Extensive surveys of all representative freshwater biotopes in north-eastern Australia were conducted, collecting new material for taxonomic determination. Using a morphometric and ecological approach, existing Australian records and new collections were re-evaluated in light of recent nomenclatural changes. Taxonomic descriptions, original illustrations, photomicrographs, and keys were developed to facilitate their identification. The resulting volume provides a phenotypic baseline for the identification of field populations of the non-heterocystous, filamentous cyanoprokaryotes from north-eastern Australia. This phenotypic and ecological characterisation of natural populations is necessary to further both ecological and systematic research. It is currently the only practical method for widespread recognition of cyanoprokaryote diversity from different regions and is the first methodological step towards a polyphasic evaluation. Of the 122 taxa from north-eastern Australia discussed, three are described as new species following the requirements of the International Code of Botanical Nomenclature.

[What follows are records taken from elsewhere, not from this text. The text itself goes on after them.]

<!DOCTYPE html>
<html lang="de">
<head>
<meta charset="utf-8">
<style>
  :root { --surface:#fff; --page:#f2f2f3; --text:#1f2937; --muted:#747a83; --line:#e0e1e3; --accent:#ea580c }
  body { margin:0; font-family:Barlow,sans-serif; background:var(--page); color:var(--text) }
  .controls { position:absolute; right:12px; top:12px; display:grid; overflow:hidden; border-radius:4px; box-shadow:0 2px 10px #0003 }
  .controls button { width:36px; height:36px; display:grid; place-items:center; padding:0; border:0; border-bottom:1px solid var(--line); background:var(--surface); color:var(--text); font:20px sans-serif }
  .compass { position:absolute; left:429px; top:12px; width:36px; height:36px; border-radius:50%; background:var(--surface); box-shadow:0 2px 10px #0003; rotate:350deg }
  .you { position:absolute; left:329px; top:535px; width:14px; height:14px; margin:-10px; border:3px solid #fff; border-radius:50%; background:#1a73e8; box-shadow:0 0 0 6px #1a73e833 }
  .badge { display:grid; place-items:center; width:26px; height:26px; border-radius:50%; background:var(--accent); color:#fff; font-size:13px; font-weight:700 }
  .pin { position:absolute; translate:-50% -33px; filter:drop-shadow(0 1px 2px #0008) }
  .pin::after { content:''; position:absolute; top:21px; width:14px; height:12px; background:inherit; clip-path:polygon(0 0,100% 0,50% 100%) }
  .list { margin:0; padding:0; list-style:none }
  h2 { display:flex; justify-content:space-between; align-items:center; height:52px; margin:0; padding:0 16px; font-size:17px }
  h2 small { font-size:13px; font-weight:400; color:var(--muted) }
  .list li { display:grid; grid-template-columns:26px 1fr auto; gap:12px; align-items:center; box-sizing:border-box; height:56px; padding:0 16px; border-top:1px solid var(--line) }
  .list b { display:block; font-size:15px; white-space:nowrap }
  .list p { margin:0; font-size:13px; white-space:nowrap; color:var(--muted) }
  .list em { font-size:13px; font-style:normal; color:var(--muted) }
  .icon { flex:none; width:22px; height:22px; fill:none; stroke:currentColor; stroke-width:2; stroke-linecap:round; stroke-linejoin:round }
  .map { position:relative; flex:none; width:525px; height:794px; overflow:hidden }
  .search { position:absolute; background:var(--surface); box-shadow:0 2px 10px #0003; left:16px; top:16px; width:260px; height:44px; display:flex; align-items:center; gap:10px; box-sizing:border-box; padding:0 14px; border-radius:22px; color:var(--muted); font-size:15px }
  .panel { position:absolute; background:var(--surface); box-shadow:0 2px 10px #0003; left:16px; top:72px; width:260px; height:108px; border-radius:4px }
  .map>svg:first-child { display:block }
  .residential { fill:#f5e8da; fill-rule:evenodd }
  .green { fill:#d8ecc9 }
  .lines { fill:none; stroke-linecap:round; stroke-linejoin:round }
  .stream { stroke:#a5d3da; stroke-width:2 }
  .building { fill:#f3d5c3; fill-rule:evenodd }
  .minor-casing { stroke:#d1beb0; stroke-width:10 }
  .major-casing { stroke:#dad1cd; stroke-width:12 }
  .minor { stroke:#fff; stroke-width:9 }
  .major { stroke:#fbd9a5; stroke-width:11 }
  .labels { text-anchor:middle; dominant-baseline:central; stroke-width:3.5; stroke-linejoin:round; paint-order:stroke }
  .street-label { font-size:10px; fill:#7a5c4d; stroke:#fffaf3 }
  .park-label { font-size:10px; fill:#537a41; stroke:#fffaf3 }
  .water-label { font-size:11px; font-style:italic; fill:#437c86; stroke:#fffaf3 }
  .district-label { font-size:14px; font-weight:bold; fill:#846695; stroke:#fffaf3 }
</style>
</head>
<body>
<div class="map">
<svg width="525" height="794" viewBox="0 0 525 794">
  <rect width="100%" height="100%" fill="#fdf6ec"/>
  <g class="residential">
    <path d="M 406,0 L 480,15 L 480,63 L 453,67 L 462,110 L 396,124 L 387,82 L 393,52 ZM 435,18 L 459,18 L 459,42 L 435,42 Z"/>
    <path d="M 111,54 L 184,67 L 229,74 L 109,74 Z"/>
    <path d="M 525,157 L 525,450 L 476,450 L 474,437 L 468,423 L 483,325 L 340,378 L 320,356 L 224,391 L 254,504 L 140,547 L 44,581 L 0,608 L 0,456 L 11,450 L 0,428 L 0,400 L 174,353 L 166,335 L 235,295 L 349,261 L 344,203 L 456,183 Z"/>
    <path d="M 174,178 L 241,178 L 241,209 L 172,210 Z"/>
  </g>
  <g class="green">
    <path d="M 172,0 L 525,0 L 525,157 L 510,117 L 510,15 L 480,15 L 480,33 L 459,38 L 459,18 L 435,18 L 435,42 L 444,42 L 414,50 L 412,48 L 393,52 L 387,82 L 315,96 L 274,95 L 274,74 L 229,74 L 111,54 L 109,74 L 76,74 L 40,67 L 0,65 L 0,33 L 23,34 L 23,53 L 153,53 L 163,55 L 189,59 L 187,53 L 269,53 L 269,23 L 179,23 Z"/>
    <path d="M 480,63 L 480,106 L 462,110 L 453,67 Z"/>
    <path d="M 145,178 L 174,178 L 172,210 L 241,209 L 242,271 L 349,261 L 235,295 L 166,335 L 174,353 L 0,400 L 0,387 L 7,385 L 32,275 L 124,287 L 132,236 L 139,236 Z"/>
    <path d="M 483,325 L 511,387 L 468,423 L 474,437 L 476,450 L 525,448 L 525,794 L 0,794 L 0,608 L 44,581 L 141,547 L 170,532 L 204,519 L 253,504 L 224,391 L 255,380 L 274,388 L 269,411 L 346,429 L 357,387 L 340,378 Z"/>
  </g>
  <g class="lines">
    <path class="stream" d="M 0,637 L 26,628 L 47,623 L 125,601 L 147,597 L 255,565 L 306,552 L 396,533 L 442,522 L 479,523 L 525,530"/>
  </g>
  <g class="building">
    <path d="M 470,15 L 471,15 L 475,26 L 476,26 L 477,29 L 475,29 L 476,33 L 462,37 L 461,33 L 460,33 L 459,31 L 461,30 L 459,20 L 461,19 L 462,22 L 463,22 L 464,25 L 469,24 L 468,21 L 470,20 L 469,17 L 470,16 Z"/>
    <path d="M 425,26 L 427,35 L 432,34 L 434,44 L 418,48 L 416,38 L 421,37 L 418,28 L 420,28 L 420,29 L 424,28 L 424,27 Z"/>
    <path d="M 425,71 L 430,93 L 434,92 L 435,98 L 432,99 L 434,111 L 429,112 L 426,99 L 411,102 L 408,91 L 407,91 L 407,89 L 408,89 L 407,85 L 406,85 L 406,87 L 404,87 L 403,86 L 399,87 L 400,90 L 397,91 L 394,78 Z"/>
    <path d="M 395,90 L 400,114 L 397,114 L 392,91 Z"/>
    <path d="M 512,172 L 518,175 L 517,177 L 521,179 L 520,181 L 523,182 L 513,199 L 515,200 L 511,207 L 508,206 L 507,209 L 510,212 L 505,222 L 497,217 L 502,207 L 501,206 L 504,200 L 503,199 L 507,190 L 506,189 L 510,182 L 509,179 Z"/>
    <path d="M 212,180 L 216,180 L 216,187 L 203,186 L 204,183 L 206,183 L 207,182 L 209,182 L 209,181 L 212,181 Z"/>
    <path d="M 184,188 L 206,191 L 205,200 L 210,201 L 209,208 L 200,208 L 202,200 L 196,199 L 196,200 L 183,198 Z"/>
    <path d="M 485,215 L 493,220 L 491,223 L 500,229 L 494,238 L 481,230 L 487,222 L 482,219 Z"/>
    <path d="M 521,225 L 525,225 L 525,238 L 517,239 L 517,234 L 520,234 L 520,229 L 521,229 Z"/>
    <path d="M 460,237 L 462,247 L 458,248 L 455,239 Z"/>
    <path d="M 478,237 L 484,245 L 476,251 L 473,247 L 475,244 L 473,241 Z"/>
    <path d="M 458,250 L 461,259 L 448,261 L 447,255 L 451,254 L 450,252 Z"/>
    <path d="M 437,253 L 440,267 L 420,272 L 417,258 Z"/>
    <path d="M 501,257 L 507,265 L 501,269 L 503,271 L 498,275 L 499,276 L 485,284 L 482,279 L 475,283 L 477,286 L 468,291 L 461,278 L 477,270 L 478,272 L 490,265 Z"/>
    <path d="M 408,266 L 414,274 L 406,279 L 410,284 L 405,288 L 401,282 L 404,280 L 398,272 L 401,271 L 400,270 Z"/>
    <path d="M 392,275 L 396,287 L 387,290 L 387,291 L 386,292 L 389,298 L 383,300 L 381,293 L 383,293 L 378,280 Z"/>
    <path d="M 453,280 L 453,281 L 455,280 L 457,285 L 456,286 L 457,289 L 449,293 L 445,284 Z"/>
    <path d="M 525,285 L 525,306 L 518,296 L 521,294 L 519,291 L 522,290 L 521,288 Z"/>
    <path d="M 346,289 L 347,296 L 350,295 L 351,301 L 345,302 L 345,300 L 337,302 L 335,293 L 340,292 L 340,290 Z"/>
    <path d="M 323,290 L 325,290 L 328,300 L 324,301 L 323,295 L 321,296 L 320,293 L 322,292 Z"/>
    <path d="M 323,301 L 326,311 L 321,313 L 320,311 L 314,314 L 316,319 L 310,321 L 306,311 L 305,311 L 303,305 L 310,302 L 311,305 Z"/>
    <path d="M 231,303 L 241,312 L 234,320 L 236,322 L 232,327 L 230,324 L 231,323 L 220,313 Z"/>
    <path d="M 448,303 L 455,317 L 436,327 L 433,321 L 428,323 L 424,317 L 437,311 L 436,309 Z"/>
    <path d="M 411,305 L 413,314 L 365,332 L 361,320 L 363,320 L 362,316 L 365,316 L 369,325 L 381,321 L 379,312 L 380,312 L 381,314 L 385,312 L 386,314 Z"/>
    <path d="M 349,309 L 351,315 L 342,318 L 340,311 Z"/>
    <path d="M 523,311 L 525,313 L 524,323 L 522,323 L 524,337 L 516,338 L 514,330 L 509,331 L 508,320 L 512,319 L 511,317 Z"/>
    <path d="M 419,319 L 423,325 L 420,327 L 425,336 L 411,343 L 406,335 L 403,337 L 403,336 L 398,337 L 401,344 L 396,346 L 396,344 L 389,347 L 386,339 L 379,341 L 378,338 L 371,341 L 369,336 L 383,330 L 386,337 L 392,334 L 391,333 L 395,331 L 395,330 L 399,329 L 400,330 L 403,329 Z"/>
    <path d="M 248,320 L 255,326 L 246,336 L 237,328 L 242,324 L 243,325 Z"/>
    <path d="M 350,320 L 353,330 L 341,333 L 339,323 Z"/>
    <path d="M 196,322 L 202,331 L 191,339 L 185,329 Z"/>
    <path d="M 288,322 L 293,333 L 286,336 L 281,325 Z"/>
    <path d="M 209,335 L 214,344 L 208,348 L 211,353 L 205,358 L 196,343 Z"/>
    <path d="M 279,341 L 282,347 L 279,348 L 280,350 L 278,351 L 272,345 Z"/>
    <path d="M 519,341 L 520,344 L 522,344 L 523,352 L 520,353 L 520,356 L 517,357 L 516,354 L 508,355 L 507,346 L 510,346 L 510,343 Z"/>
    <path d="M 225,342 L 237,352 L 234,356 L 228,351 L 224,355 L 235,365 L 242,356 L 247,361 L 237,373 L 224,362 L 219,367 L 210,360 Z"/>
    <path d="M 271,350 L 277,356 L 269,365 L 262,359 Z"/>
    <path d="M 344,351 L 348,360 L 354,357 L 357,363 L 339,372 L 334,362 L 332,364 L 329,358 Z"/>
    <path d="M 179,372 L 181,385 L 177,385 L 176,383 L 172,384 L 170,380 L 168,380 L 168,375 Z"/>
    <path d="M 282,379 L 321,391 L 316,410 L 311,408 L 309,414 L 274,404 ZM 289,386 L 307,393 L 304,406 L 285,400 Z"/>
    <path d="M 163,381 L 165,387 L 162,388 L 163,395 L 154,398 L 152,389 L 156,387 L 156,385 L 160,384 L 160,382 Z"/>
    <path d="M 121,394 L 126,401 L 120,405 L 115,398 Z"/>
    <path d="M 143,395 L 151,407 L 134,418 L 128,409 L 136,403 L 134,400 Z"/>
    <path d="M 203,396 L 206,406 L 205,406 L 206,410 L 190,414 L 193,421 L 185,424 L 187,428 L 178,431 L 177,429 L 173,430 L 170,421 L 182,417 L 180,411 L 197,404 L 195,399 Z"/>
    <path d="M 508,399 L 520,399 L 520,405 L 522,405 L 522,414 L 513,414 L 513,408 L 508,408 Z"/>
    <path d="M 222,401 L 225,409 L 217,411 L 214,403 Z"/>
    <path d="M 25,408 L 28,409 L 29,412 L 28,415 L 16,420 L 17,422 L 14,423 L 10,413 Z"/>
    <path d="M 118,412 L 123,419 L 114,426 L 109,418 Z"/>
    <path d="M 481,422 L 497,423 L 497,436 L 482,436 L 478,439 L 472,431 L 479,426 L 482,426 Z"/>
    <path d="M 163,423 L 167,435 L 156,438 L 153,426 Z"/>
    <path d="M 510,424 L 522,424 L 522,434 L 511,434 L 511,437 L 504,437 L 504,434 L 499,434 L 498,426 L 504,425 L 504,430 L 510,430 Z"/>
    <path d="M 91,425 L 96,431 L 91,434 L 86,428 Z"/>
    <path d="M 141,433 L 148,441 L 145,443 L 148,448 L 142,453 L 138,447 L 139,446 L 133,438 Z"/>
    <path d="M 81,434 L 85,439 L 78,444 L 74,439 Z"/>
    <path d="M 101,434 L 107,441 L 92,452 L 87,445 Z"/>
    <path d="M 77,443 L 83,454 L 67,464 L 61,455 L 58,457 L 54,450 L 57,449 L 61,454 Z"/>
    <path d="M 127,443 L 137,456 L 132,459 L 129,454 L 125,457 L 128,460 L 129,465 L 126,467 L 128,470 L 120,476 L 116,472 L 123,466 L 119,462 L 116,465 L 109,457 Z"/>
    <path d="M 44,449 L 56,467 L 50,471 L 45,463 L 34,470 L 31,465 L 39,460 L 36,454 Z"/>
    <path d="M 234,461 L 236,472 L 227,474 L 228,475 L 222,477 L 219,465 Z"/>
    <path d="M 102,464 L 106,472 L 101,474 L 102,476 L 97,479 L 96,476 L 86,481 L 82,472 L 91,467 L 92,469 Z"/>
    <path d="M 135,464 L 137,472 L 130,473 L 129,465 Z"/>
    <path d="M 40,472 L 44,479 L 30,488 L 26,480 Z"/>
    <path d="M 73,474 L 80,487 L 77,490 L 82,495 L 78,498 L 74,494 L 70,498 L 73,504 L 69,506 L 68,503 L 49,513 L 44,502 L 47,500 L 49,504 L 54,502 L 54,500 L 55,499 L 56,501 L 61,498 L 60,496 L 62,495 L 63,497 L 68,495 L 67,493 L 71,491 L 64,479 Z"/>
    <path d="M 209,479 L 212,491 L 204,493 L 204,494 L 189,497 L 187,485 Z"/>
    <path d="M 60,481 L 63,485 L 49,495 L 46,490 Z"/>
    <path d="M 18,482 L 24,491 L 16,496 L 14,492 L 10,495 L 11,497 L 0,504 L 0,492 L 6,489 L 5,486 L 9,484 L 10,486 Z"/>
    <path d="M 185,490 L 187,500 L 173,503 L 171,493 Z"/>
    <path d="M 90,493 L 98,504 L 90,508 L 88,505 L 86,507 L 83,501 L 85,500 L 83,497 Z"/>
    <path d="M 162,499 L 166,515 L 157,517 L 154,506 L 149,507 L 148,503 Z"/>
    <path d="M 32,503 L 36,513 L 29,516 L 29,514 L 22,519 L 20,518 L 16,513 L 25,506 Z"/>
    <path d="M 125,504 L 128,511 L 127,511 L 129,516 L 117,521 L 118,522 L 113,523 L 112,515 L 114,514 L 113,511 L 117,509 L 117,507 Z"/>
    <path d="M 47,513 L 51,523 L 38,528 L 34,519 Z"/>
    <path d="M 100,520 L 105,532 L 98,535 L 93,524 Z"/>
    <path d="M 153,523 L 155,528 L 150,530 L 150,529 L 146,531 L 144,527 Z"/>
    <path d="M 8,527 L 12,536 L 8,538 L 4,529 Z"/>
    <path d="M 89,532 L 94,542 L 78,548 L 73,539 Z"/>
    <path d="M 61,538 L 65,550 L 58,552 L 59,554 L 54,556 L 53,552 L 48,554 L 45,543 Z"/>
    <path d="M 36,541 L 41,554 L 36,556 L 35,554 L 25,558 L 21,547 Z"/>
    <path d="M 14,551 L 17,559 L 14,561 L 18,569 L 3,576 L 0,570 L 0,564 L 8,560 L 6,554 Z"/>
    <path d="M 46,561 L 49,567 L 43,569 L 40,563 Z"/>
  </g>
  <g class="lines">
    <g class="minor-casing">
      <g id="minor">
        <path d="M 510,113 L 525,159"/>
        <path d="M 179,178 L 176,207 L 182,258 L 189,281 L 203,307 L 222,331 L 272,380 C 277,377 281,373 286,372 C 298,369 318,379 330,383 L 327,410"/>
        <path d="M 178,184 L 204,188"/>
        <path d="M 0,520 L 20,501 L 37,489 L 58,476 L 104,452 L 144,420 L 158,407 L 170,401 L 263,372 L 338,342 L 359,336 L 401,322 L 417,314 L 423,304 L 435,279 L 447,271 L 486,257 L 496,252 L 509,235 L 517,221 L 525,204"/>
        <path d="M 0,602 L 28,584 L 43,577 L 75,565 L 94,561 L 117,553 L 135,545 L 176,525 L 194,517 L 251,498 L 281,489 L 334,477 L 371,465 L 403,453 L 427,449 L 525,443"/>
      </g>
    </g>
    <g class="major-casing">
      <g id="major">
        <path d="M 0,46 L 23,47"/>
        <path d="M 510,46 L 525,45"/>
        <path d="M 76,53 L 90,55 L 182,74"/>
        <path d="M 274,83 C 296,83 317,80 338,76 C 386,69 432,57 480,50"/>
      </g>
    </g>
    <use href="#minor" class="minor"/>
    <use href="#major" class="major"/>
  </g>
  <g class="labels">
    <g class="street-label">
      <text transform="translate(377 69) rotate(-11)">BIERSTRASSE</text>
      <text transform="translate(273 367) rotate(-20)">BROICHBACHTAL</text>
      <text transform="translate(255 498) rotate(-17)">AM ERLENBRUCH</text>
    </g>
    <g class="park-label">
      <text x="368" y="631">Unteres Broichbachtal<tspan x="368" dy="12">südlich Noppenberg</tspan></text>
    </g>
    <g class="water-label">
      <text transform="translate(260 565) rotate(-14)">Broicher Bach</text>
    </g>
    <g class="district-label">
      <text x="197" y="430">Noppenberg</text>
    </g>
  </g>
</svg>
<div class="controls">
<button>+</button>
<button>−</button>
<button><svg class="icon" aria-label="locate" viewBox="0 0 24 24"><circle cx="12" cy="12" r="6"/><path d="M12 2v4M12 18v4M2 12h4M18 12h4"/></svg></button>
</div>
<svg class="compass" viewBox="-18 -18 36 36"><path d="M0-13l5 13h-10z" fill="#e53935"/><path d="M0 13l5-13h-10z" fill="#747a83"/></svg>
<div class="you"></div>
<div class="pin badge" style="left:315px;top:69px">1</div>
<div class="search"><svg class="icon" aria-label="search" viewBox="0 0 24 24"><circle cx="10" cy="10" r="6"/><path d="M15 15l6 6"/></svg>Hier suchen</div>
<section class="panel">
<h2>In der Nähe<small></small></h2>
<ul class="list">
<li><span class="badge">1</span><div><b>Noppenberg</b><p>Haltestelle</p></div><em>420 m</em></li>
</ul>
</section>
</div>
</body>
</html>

Cyanoprokaryote composition of microbial mats from an alkaline thermal spring from tropical north-eastern Australia was assessed. A polyphasic approach was used which included phenotypic observation of morphological and ultrastructural features, and genotypic analysis using partial 16S-rRNA sequences. Two distinct mat structures were recognisable: flat horizontally spreading mats, and mats comprised of densely arranged, non-lithified gelatinous tentaculiform towers. This tentaculiform mat type dominated the site. Eight genera and ten species from three cyanobacterial orders were identified based on morphological characters. These represented taxa previously known as thermophiles from other continents. Two filamentous morphotypes which formed the majority of the biomass of the towers had ultrastructural characteristics of the family Pseudanabaenaceae with 4 – 6 parietal thylakoids arranged concentrically and parallel to the cell wall, and type B cell division. DNA extracts were made from sections of the tentaculiform towers and the microbial community analysed by 16S cyanobacteria-specific PCR and denaturing-gradient gel electrophoresis (DGGE). Individual bands were excised from the gel and sequencing demonstrated five significant bands. Collectively they were related to a number of cyanobacteria from thermal habitats. Generally the morphological/ultrastructural characteristics aligned with the molecular classification, however the dominant Leptolyngbya morphotype was shown to cluster closely with Oscillatoria amphigranulata, isolated from New Zealand hot springs, and the sub-dominant Leptolyngbya was a unique phylotype with only moderate similarity (96%) to a range of Leptolyngbya from Greenland. This is the first polyphasic evaluation of thermophilic cyanobacterial communities from the Australian continent.